Люция Куртовна чуть не расхохоталась ей в лицо.

– Ничего подобного, голубушка! Даже не мечтайте! У них появится стержень, корни, за которые они будут держаться, сопротивляясь нам и нашей программе. Они насмерть будут стоять, как этот ваш проклятый Кедраш, и не станут нашими: покорными, тупыми, зомби. Мы не сможем ими манипулировать, а тогда… зачем они нам? Зачем тогда вообще мы внедрили в России ювенальную юстицию, от которой, между прочим, на Западе тоже зачастую страдают невиновные.

Душкова налила себе воды из чайника, выпила мелкими глотками, посмотрела на золотые часы, матово переливающиеся на запястье.

– Пойду гляну, как он, а то через несколько минут полдник. Вы поняли, надеюсь, Алла Викторовна? Ещё раз просмотрите личные дела наших «крошей», найдите у каждого – снова, чтоб не ошибиться – слабости и страсти. Перепишите их для меня, и я начну работать. От вас же требуется полное содействие.

– Конечно, Люция Куртовна, – елейно пролепетала Крисевич.

Выходя, Душкова с радостью пробормотала про себя: «Как же хорошо, что мы избавились от Кедраша! Как славно!».

К «учебке» она подобралась тихохонько, чтобы не спугнуть страсть мальчишки. Приоткрыла дверь, и сердце её ликующе забилось: Enter сидел за компьютером и погрузился в игру, как казалось, до беспамятства.

Душкова полюбовалась делом своих рук. Жалко прерывать. Оставить его здесь, пока не наиграется? Хотя лучше наоборот: пусть уйдёт с неутолённой до конца страстью. Так проще манипулировать.

– Денисушка, – ласково проговорила Люция Куртовна, распахивая дверь, – не устал, родной?

Enter вздрогнул и перестал нажимать на «мышку» и клавиши.

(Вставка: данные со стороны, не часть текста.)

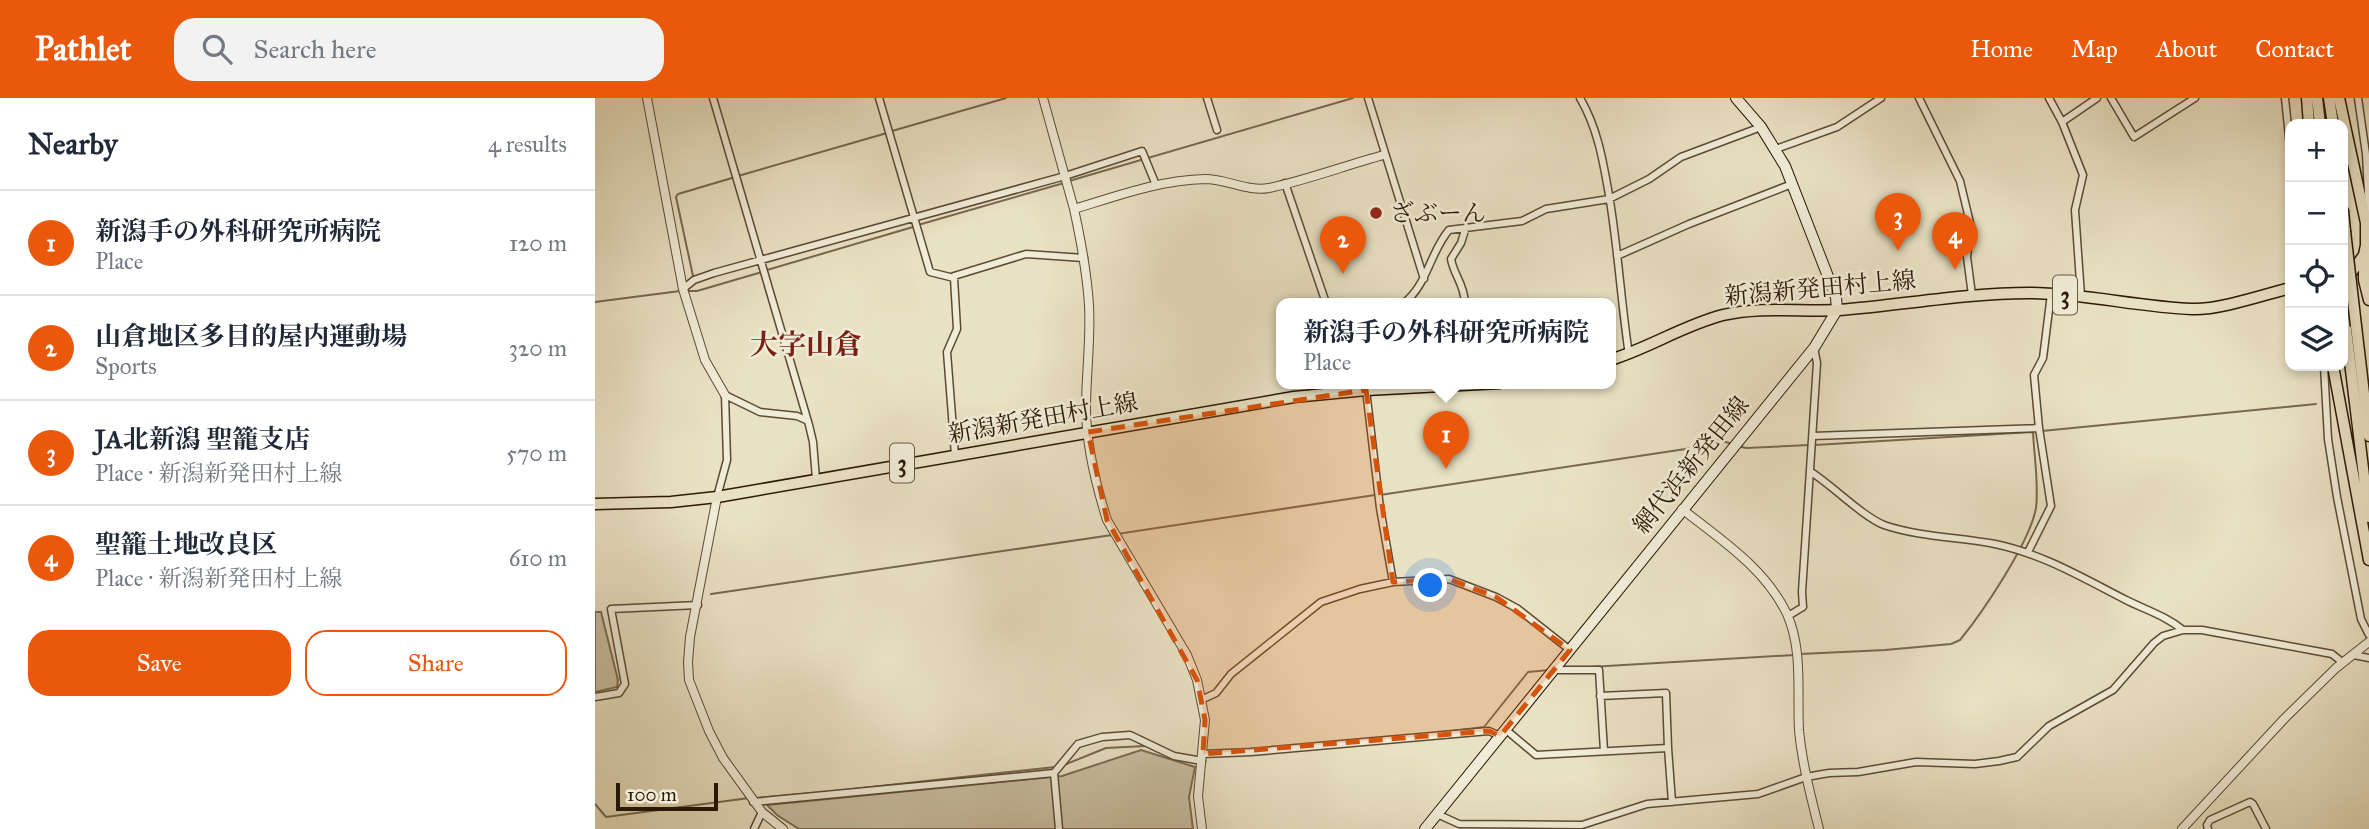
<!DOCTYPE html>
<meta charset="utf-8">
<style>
:root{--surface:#fff;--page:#f2f2f3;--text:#1f2937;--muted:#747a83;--line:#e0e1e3;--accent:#ea580c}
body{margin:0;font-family:"IM FELL Great Primer","Noto Serif JP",serif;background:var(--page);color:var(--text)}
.controls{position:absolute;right:21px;top:21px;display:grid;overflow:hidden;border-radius:14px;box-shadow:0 4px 10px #0003}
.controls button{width:63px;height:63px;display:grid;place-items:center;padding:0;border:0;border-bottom:2px solid var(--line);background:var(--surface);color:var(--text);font:35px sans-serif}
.scale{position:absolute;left:21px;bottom:18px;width:102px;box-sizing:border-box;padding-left:7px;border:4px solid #2c1903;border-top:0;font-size:19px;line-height:24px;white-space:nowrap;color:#2c1903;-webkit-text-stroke:5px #f1ecd8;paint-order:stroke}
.you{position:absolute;left:836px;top:488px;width:24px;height:24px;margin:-18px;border:5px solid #fff;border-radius:50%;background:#1a73e8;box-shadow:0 0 0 10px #1a73e833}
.badge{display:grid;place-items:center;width:46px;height:46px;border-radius:50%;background:var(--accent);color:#fff;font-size:23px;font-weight:700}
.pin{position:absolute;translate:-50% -58px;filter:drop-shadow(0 2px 4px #0008)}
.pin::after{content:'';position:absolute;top:37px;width:24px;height:21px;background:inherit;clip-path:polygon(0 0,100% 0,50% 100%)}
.popup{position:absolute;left:681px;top:200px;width:340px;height:91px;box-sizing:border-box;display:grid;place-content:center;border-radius:14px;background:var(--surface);filter:drop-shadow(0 2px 5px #0005);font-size:23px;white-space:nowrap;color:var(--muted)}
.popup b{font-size:26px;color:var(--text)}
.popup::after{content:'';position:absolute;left:50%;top:100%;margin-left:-14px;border:14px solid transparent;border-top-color:var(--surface)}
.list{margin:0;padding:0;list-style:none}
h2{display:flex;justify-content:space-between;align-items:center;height:91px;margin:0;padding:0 28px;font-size:30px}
h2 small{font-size:23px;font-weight:400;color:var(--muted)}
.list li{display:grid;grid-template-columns:46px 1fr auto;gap:21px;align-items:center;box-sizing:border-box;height:105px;padding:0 28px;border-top:2px solid var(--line)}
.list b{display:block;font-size:26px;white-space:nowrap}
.list p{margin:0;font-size:23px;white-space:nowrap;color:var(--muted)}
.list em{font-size:23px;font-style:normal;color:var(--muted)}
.actions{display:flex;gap:14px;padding:21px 28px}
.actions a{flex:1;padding:16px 0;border:2px solid var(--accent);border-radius:21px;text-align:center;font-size:24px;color:var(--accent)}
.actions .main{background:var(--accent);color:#fff}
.icon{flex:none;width:38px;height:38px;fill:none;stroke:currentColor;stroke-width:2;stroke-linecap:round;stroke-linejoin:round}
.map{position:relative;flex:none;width:1774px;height:731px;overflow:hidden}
header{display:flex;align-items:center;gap:42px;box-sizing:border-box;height:98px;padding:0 35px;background:var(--accent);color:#fff}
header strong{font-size:33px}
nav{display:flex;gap:38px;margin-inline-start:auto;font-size:24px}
.search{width:490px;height:63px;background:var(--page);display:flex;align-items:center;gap:18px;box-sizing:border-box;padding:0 24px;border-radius:21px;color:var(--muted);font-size:26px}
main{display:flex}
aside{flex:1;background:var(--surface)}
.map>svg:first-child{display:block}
.green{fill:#c9bfa2;stroke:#7a6c52;stroke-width:2}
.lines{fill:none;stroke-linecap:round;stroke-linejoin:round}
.stream{stroke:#77684f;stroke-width:2}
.minor-casing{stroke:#5b4b33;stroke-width:9}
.tertiary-casing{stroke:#5b4b33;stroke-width:10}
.secondary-casing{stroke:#2c1903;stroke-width:12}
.primary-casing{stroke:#2c1903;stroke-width:13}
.trunk-casing{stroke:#2c1903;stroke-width:13}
.minor{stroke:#f1ecd8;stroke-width:6}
.tertiary{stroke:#f1ecd8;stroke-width:8}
.secondary{stroke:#f1ecd8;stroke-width:10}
.primary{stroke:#e9e1c3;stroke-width:10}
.trunk{stroke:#e9e1c3;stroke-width:10}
.trunk-bridge-casing{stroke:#2c1903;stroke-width:13;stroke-linecap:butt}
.trunk-bridge{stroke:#e9e1c3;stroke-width:10}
.marked{fill:#d5530b;fill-opacity:0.2;stroke:#d5530b;stroke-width:5;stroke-dasharray:14 9;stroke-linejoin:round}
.poi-dot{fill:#8f2418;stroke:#f1ecd8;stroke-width:2.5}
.labels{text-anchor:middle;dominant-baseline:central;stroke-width:5;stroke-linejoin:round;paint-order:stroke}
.shield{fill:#f1ecd8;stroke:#675843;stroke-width:2}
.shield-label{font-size:23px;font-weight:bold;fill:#2c1903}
.poi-label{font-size:24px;fill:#2c1903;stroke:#f1ecd8;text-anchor:start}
.street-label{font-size:24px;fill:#2c1903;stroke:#f1ecd8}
.quarter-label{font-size:28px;font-weight:bold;fill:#7a1f14;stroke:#f1ecd8}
</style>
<header>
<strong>Pathlet</strong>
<div class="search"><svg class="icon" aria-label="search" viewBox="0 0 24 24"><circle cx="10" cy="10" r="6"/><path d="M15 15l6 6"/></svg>Search here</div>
<nav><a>Home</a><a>Map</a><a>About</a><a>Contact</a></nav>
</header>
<main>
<aside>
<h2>Nearby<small>4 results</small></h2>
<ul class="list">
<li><span class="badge">1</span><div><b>新潟手の外科研究所病院</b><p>Place</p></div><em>120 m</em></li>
<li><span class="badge">2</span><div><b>山倉地区多目的屋内運動場</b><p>Sports</p></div><em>320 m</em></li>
<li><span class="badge">3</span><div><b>JA北新潟 聖籠支店</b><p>Place · 新潟新発田村上線</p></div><em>570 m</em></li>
<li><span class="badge">4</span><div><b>聖籠土地改良区</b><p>Place · 新潟新発田村上線</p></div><em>610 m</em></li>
</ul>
<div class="actions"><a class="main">Save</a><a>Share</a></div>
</aside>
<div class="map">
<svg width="1774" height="731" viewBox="0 0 1774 731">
<rect width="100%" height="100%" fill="#e9e1c3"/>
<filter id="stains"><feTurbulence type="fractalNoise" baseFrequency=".00286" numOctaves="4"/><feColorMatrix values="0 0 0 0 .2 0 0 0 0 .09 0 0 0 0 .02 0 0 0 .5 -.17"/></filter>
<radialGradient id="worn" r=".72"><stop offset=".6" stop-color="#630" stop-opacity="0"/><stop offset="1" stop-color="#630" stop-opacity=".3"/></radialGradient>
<path class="green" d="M0 514H6L23 582 22 589 0 594Z
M546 652 600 669 594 699 598 731H204L182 717 172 707 467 678Z"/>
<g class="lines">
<path class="stream" d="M297 33 411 0
M143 78 292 35
M474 83 758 0
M323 127 469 85
M172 172 318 129
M98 178 81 99 83 96 137 80
M91 193H102L167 174
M0 204 85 193
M1447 333 1721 306
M1220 347 1437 334
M1143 348 1151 350 1214 347
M785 397 1104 349 1123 342 1138 346
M522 436 780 397
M116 496 517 437
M1205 556 1290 552 1356 546 1365 542C1388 514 1435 444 1441 410 1444 386 1439 358 1438 334
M995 569 1199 557
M830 636 889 629 933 574 955 572
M469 667 511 650 551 648
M160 700 230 694 460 669
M0 706 11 719 154 700"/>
<g class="minor-casing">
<path id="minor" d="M118 0 214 327 218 344 221 381
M284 0 335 174 359 180V178L431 156 489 160
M612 0 622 32
M773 0 829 181
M985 0C1003 31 1008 63 1014 97 1023 150 1026 204 1034 257
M1324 0 1365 83 1376 129 1372 159 1377 197
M1454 0 1467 24 1488 77 1480 112 1486 198
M1516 0 1539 39 1600 0
M1690 0 1695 49
M1763 0 1771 56 1774 115
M1467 24 1502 0
M1181 51 1242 29 1286 0
M690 85 731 205
M1022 158 1094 126 1197 86
M359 180 362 231 352 254 360 357
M88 191 99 182 119 175 470 78 547 53 561 87
M809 205C833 186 835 154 854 132L927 123 951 111 1014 101 1054 81 1086 59 1166 29
M870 205C869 185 859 178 856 161L866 145 871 129
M1729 268 1733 341 1742 399 1766 521 1774 537
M767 285 771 292 785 410 798 484
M130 297 165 314 202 318 211 322
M1218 338 1444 330
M1216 374C1238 388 1267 418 1289 427 1324 439 1364 439 1400 446 1448 456 1488 480 1531 502 1551 512 1571 518 1588 532
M122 399 132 362 130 297
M1433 454 1456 408 1444 330 1439 277 1448 260 1456 196
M1193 518 1208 509 1207 494 1222 265 1219 250
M1759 557 1774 560
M960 569 964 572H1004L1009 653
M1005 598 1071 595 1073 650
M0 599 24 595 30 586 16 511 103 507
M608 601 621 595 636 576 726 504 765 491 798 484 854 481 901 499 923 511 975 552
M910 631 941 657 1073 650 1077 704
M608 656 656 654 894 633 905 638
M158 704 459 675
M842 716 864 726 987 727 1052 706 1163 696 1211 679 1234 675 1263 674 1321 664 1380 666 1404 663 1422 659 1454 628 1518 592 1559 545 1568 538 1588 532H1607L1737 556 1747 564
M159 731 167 714
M464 731 459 675 483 646 507 639 535 637 579 658 607 663
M1613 731 1612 727 1615 722 1655 704 1658 706 1671 731"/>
</g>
<g class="tertiary-casing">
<path id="tertiary" d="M52 0 88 191 110 262 130 297
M448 0 479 111
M122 399 95 539 93 564 94 582 114 633 128 660 167 714 188 731
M1087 411C1125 441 1170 470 1192 516 1208 552 1202 593 1204 632 1207 665 1216 699 1224 731
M607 731 603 698 610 622 602 582 592 557 512 422C501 387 491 347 491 310 491 276 496 242 494 207 492 175 486 143 479 111 522 98 565 82 610 81 632 81 653 94 674 90 713 82 751 67 789 57
M1587 731 1689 621 1741 570 1774 544"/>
</g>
<g class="secondary-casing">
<path id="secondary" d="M830 731 1219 250 1242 212 1241 199 1190 68 1166 29 1141 0"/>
</g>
<g class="primary-casing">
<path id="primary" d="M1015 262C1054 250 1089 227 1128 217 1167 208 1205 214 1244 212 1308 207 1370 195 1434 195 1489 195 1543 209 1597 211 1624 212 1668 197 1695 190
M0 406 76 404 122 399 699 299 771 292 905 285"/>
</g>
<g class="trunk-casing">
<path id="trunk" d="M1712 0 1714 26
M1722 0 1725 26
M1734 0 1738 26
M1744 0 1771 125V145L1774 155
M1748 113 1750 133
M1769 157V182L1774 202
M1748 186 1769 157 1771 147
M1748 207 1774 419
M1761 228 1774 338
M1738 268 1774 462"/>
</g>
<use href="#minor" class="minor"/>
<use href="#tertiary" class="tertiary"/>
<use href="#secondary" class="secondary"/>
<use href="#primary" class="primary"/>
<use href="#trunk" class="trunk"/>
<g class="trunk-bridge-casing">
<path id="trunk-bridge" d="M1750 133 1761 228"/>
</g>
<use href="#trunk-bridge" class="trunk-bridge"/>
</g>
<path class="marked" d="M771 292 798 484 854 481 901 499 975 552 905 638 894 633 608 656 610 622 602 582 512 422 493 334Z"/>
<circle class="poi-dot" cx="781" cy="115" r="7"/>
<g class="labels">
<g class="shield">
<rect x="1458" y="177.5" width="24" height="39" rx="5"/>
<rect x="295" y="345.5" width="24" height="39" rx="5"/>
</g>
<g class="shield-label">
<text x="1470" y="197">3</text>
<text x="307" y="365">3</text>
</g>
<g class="poi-label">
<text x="795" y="115">ざぶーん</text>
</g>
<g class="street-label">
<text transform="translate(1225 190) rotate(-5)">新潟新発田村上線</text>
<text transform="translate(448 320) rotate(-10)">新潟新発田村上線</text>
<text transform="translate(1096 367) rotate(-51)">網代浜新発田線</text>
</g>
<g class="quarter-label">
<text x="211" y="246">大字山倉</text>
</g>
</g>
<rect width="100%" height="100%" filter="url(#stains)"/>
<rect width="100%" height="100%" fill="url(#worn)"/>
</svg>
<div class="controls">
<button>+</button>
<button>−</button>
<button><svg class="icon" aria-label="locate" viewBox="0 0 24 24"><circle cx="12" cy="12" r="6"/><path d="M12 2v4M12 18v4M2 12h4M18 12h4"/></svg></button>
<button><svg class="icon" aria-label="layers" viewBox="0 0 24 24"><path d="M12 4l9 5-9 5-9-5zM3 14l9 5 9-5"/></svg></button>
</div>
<div class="scale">100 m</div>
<div class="you"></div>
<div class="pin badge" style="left:851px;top:371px">1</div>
<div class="popup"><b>新潟手の外科研究所病院</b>Place</div>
<div class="pin badge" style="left:748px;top:176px">2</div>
<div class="pin badge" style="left:1303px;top:153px">3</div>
<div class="pin badge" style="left:1360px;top:172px">4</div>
</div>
</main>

Обернулся.

– Не устал, – ровно ответил.

В глазах его не было блеска горения, и это озадачило омбудсмена.

– Понравилась игра? – спросила она.

Enter посмотрел на дисплей, подумал.

– Ничего, – наконец, похвалил он. – Крутая.

– Крутая? Что ж, отлично. Ты можешь идти. Как раз сейчас будет полдник, а потом – ты же уроки ещё не сделал?

– Ыкы, – без слов промолчал Enter и вылез из-за стола.

Намётанный глаз Люции Куртовны заметил, что виртоман чуть задержал на экране взгляд.

«Значит, зацепило. Ах, какой удачный день сегодня!», – восхищалась женщина, у которой было два мужа и ни одного ребёнка. А у третьего мужа дети вели самостоятельную жизнь и навещали отца по праздникам. Что очень удобно.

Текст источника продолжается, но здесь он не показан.